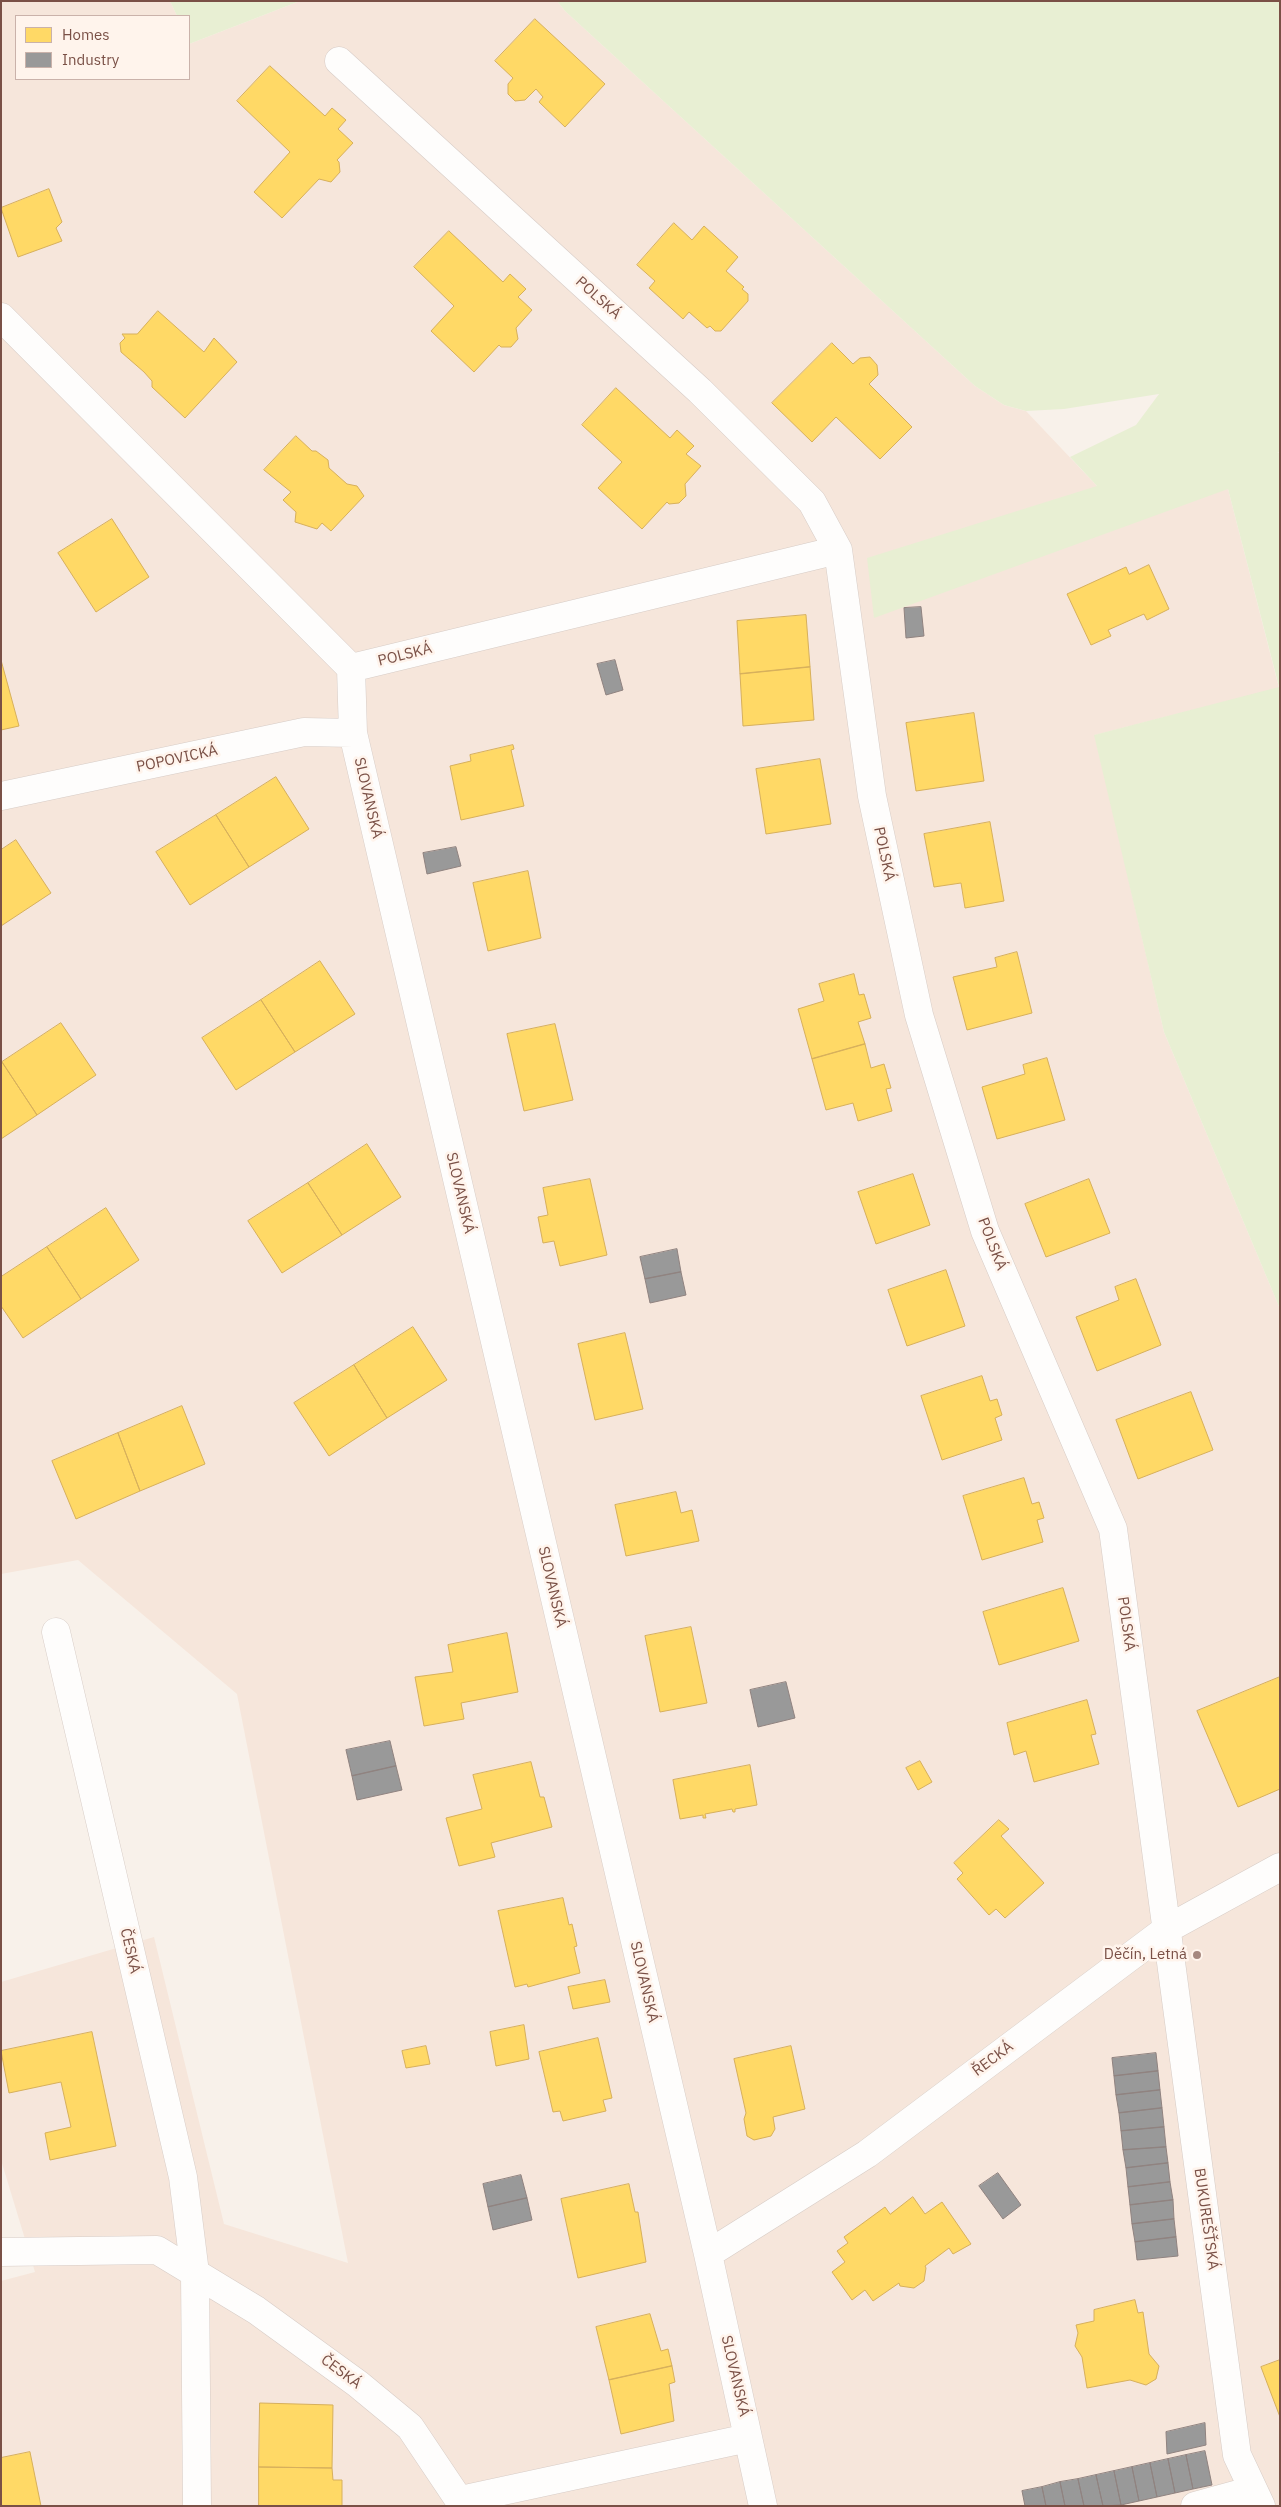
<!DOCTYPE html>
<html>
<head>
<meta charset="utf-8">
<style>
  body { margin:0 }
  #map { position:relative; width:1281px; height:2507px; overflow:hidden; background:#f8f1ea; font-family:"IBM Plex Sans",sans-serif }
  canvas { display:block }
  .frame { position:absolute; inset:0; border:2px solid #7a5046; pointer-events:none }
  .legend { position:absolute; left:15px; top:15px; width:175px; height:65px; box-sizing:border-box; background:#fff4ec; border:1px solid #cab2aa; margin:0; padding:6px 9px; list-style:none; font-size:15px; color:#7a5046 }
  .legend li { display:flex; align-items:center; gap:10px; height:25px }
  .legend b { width:25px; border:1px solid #cab2aa }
</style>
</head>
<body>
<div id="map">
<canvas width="1281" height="2507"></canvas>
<div class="frame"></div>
<ul class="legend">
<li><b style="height:14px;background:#ffd966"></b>Homes</li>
<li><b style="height:14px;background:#999"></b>Industry</li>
</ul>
</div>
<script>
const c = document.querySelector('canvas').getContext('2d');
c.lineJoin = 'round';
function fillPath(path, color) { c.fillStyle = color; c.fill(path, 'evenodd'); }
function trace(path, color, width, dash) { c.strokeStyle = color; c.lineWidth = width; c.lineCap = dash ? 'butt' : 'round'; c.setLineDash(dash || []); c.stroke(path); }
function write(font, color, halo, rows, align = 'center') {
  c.font = font + ' "IBM Plex Sans",sans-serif'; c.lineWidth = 5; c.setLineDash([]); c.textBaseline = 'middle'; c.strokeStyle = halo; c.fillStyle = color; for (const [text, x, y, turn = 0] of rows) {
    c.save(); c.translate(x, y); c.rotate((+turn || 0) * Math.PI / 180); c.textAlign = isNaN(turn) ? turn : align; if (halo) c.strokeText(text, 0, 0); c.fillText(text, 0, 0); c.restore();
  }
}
fillPath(new Path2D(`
  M1,1H170L177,16H16V79H189V44L300,1H557L565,11L975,386L1004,405L1026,411L1097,486L1228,489L1279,688L1095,735L1164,1032L1280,1309V2506H1V2281L35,2272L1,2160V1982L154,1937L224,2224L348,2263L237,1694L78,1560L1,1574Z`), '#f6e6db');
fillPath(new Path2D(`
  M170,1H300L189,44V16H177Z
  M557,1H1280V452L1277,453H1280V1309L1164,1032L1094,735L1279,687L1228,489L874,618L867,558L1097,486L1070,457L1136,425L1159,394L1064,409L1026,411L1004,405L975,386L565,11Z`), '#e8efd3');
const homes = new Path2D(`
  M535,19L605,84L565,127L539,102L543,97L536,89L525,100L515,101L508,94V84L513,78L495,61Z
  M270,66L325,116L332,108L346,120L338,129L353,143L337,160L339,162L340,172L331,182L319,179L282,218L254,192L290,152L237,101Z
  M49,189L62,222L56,228L62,241L18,257L1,208Z
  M674,223L692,240L704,226L738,257L726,271L744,287L742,289L748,294V301L721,331H715L710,326L707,328L689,312L683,319L649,288L655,281L637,265Z
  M449,231L503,282L510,274L526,289L518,297L532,310L516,328L518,339L511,347H501L499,345L474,372L431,331L454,306L414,267Z
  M158,311L204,352L214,338L237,362L185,418L152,387V381L144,372L121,352L120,343L125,338L122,334H137Z
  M832,343L853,364L860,358L870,357L877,365L878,375L869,384L912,427L880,459L836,417L812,442L772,403Z
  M616,388L670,438L677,430L694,446L686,454L701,466L685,484L686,496L679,503L669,504L667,502L642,529L598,488L622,462L582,425Z
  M296,436L312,451H316L328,460L329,468L347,484L357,486L364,496L331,531L322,523L317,529L295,522L296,512L283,500L291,492L264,470Z
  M112,519L149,577L96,612L58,553Z
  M1149,565L1169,609L1147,620L1144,614L1108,630L1111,636L1091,645L1067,594L1126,567L1129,574Z
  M806,615L810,667L740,674L737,621Z
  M1,660L19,726L1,730Z
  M810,667L814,720L743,726L740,674Z
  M974,713L984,781L916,791L906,723Z
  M513,745L514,749L511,750L524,806L461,820L450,766L471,761L470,755Z
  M820,759L831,824L766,834L756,769Z
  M276,777L309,829L249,867L216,815Z
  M216,815L249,867L190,905L156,852Z
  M990,822L1004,901L965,908L961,883L934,887L924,834Z
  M16,840L51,893L1,926V850Z
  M528,871L541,938L488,951L473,883Z
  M1017,952L1032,1013L967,1030L953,977L997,967L995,958Z
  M320,961L355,1014L295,1052L261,1000Z
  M854,974L859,995L864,994L871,1018L858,1022L865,1044L812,1059L798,1009L824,1001L819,984Z
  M261,1000L295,1052L236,1090L202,1038Z
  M61,1023L96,1075L37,1115L2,1062Z
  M555,1024L573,1100L524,1111L507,1034Z
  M865,1044L871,1068L884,1064L891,1088L886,1089L892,1111L858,1121L853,1103L826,1110L812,1059Z
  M1047,1058L1065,1120L997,1139L982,1087L1025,1074L1023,1065Z
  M2,1062L37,1115L1,1139V1063Z
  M367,1144L401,1197L342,1235L308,1183Z
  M913,1174L930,1225L876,1244L858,1192Z
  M590,1179L607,1255L560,1266L554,1241L543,1243L538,1217L548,1215L543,1188Z
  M1089,1179L1110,1233L1046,1257L1025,1204Z
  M308,1183L342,1235L282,1273L248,1221Z
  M106,1208L139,1260L81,1299L47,1247Z
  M47,1247L81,1299L23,1338L1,1306V1277Z
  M946,1270L965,1326L907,1346L888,1290Z
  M1136,1279L1161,1345L1097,1371L1076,1317L1119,1300L1115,1287Z
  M413,1327L447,1380L387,1418L354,1365Z
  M625,1333L643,1409L595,1420L578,1344Z
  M354,1365L387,1418L329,1456L294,1403Z
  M982,1376L990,1401L997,1399L1002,1415L995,1418L1002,1440L942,1460L921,1396Z
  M1191,1392L1213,1450L1138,1479L1116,1420Z
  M182,1406L205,1464L140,1491L118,1433Z
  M118,1433L140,1491L76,1519L52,1461Z
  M1024,1478L1032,1504L1039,1502L1044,1518L1037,1520L1043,1542L982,1560L963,1496Z
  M676,1492L681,1513L692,1510L699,1541L626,1556L615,1505Z
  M1063,1588L1079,1641L999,1665L983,1612Z
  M691,1627L707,1703L660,1712L645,1636Z
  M507,1633L518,1692L461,1703L464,1719L424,1726L415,1677L453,1672L448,1645Z
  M1280,1677V1789L1238,1807L1197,1711Z
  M1087,1700L1096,1734L1091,1735L1099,1764L1034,1782L1026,1751L1014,1755L1007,1723Z
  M920,1761L932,1782L918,1790L906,1768Z
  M531,1762L540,1797H544L552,1827L491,1843L495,1857L459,1866L446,1818L482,1809L473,1775Z
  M750,1765L757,1805L735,1809V1812H733L732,1809L705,1814L706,1818H703V1815L680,1819L673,1780Z
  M999,1820L1009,1829L1001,1836L1044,1883L1005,1918L996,1909L989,1915L957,1879L963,1873L954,1863Z
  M563,1898L569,1925L572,1924L577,1946L574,1947L580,1973L528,1987L527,1984L515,1987L498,1911Z
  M605,1980L610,2002L573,2009L568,1987Z
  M524,2025L529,2059L496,2066L490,2032Z
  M92,2032L116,2146L50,2160L45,2133L71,2127L61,2082L9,2093L1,2051Z
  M598,2038L612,2098L603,2100L606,2111L563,2121L560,2111L553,2112L539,2052Z
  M426,2046L430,2064L406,2068L402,2051Z
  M791,2046L805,2109L773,2117L775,2129L771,2136L754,2140L747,2136L744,2119L746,2113L734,2059Z
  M629,2184L635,2212H638L646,2262L578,2278L561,2199Z
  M913,2197L925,2214L942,2202L971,2244L953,2254L949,2248L925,2266L926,2268L924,2281L914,2288L900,2286L899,2283L873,2301L865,2290L852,2300L832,2272L845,2262L837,2251L848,2243L844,2237L885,2207L890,2214Z
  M1135,2300L1138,2313L1143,2312L1149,2354L1159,2366L1156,2379L1146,2385L1130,2380L1087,2388L1082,2357L1075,2346L1078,2333L1076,2325L1094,2321V2310Z
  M650,2314L661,2351L668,2349L672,2366L609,2380L596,2327Z
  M1280,2360V2417L1261,2367Z
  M672,2366L675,2382L669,2384L674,2421L621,2434L609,2380Z
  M260,2403L333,2405L332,2468L259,2467Z
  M30,2452L41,2506H1V2458Z
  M259,2467L332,2468L333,2480H342V2506H259Z`);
fillPath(homes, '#ffd966');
trace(homes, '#d7b05c', 1);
const industry = new Path2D(`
  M921,607L924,636L906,638L904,608Z
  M615,660L623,690L606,695L597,664Z
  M456,847L461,866L427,874L423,853Z
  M677,1249L681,1272L645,1279L640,1257Z
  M681,1272L686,1295L650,1303L645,1279Z
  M786,1682L795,1718L758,1727L750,1690Z
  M390,1741L396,1766L352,1776L346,1750Z
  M396,1766L402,1790L357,1800L352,1776Z
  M1156,2053L1158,2071L1114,2076L1112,2058Z
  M1158,2071L1160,2090L1116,2095L1114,2076Z
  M1160,2090L1162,2108L1119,2113L1116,2095Z
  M1162,2108L1164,2127L1121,2131L1119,2113Z
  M1164,2127L1166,2147L1123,2150L1121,2131Z
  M1166,2147L1168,2163L1126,2168L1123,2150Z
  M1168,2163L1170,2182L1128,2187L1126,2168Z
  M998,2173L1021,2205L1003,2219L979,2186Z
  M521,2175L527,2198L488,2207L483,2184Z
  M1170,2182L1173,2200L1130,2205L1128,2187Z
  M527,2198L532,2220L493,2230L488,2207Z
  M1173,2200L1174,2219L1132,2224L1130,2205Z
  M1174,2219L1176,2237L1135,2242L1132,2224Z
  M1176,2237L1178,2256L1137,2260L1135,2242Z
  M1205,2423L1206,2445L1167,2454L1166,2432Z
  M1205,2451L1212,2485L1193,2489L1186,2455Z
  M1186,2455L1193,2489L1175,2493L1168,2459Z
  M1168,2459L1175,2493L1157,2497L1150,2463Z
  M1150,2463L1157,2497L1139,2501L1132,2467Z
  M1132,2467L1139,2501L1121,2505L1114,2471Z
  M1114,2471L1121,2505L1103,2506L1096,2475Z
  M1096,2475L1103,2506H1084L1078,2479Z
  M1078,2479L1084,2506H1065L1060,2482Z
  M1060,2482L1065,2506H1046L1042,2487Z
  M1042,2487L1046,2506H1025L1022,2491Z`);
fillPath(industry, '#999');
trace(industry, '#908380', 1);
const minor = new Path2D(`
  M339,61L700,391L812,502L838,550L872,796L919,1015L985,1231L1113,1529L1237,2455L1261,2506
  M1,317L351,668
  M351,668L353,733L708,2254L763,2506
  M351,668L838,550
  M1,796L304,732L353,733
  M56,1632L183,2177L195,2273L197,2506
  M1,2252L157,2250L256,2310L358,2384L410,2427L463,2506
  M708,2254L867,2154L1167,1929L1280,1867
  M461,2500L748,2438
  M1195,2506L1253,2490`);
trace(minor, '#d7ccc6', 29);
trace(minor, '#fefdfc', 28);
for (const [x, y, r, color] of [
  [1197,1955,5,"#a6887f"]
]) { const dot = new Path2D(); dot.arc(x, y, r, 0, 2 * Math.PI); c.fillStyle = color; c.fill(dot); trace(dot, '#fff4ec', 2); }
write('15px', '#7a5046', '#fff4ec', [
  ["POLSKÁ",598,298,42],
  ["POLSKÁ",405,655,-14],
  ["POPOVICKÁ",177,759,-12],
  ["SLOVANSKÁ",368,798,77],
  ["POLSKÁ",884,854,78],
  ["SLOVANSKÁ",460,1193,77],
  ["POLSKÁ",992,1244,69],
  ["SLOVANSKÁ",552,1587,77],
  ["POLSKÁ",1126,1624,82],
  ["ČESKÁ",130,1951,77],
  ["SLOVANSKÁ",644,1982,77],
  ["ŘECKÁ",993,2059,-37],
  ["BUKUREŠŤSKÁ",1206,2219,82],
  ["ČESKÁ",341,2372,37],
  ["SLOVANSKÁ",735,2376,77]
]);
write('15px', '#7a5046', '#fff4ec', [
  ["Děčín, Letná",1187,1955]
], 'right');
</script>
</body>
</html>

▶ Your goal:
Up to and including the line containing "M170,1H300L189,44V16H177Z", quote each line of the entries above from the very first, please, exactly and without images.

▶ Response to the exercise:
<!DOCTYPE html>
<html>
<head>
<meta charset="utf-8">
<style>
  body { margin:0 }
  #map { position:relative; width:1281px; height:2507px; overflow:hidden; background:#f8f1ea; font-family:"IBM Plex Sans",sans-serif }
  canvas { display:block }
  .frame { position:absolute; inset:0; border:2px solid #7a5046; pointer-events:none }
  .legend { position:absolute; left:15px; top:15px; width:175px; height:65px; box-sizing:border-box; background:#fff4ec; border:1px solid #cab2aa; margin:0; padding:6px 9px; list-style:none; font-size:15px; color:#7a5046 }
  .legend li { display:flex; align-items:center; gap:10px; height:25px }
  .legend b { width:25px; border:1px solid #cab2aa }
</style>
</head>
<body>
<div id="map">
<canvas width="1281" height="2507"></canvas>
<div class="frame"></div>
<ul class="legend">
<li><b style="height:14px;background:#ffd966"></b>Homes</li>
<li><b style="height:14px;background:#999"></b>Industry</li>
</ul>
</div>
<script>
const c = document.querySelector('canvas').getContext('2d');
c.lineJoin = 'round';
function fillPath(path, color) { c.fillStyle = color; c.fill(path, 'evenodd'); }
function trace(path, color, width, dash) { c.strokeStyle = color; c.lineWidth = width; c.lineCap = dash ? 'butt' : 'round'; c.setLineDash(dash || []); c.stroke(path); }
function write(font, color, halo, rows, align = 'center') {
  c.font = font + ' "IBM Plex Sans",sans-serif'; c.lineWidth = 5; c.setLineDash([]); c.textBaseline = 'middle'; c.strokeStyle = halo; c.fillStyle = color; for (const [text, x, y, turn = 0] of rows) {
    c.save(); c.translate(x, y); c.rotate((+turn || 0) * Math.PI / 180); c.textAlign = isNaN(turn) ? turn : align; if (halo) c.strokeText(text, 0, 0); c.fillText(text, 0, 0); c.restore();
  }
}
fillPath(new Path2D(`
  M1,1H170L177,16H16V79H189V44L300,1H557L565,11L975,386L1004,405L1026,411L1097,486L1228,489L1279,688L1095,735L1164,1032L1280,1309V2506H1V2281L35,2272L1,2160V1982L154,1937L224,2224L348,2263L237,1694L78,1560L1,1574Z`), '#f6e6db');
fillPath(new Path2D(`
  M170,1H300L189,44V16H177Z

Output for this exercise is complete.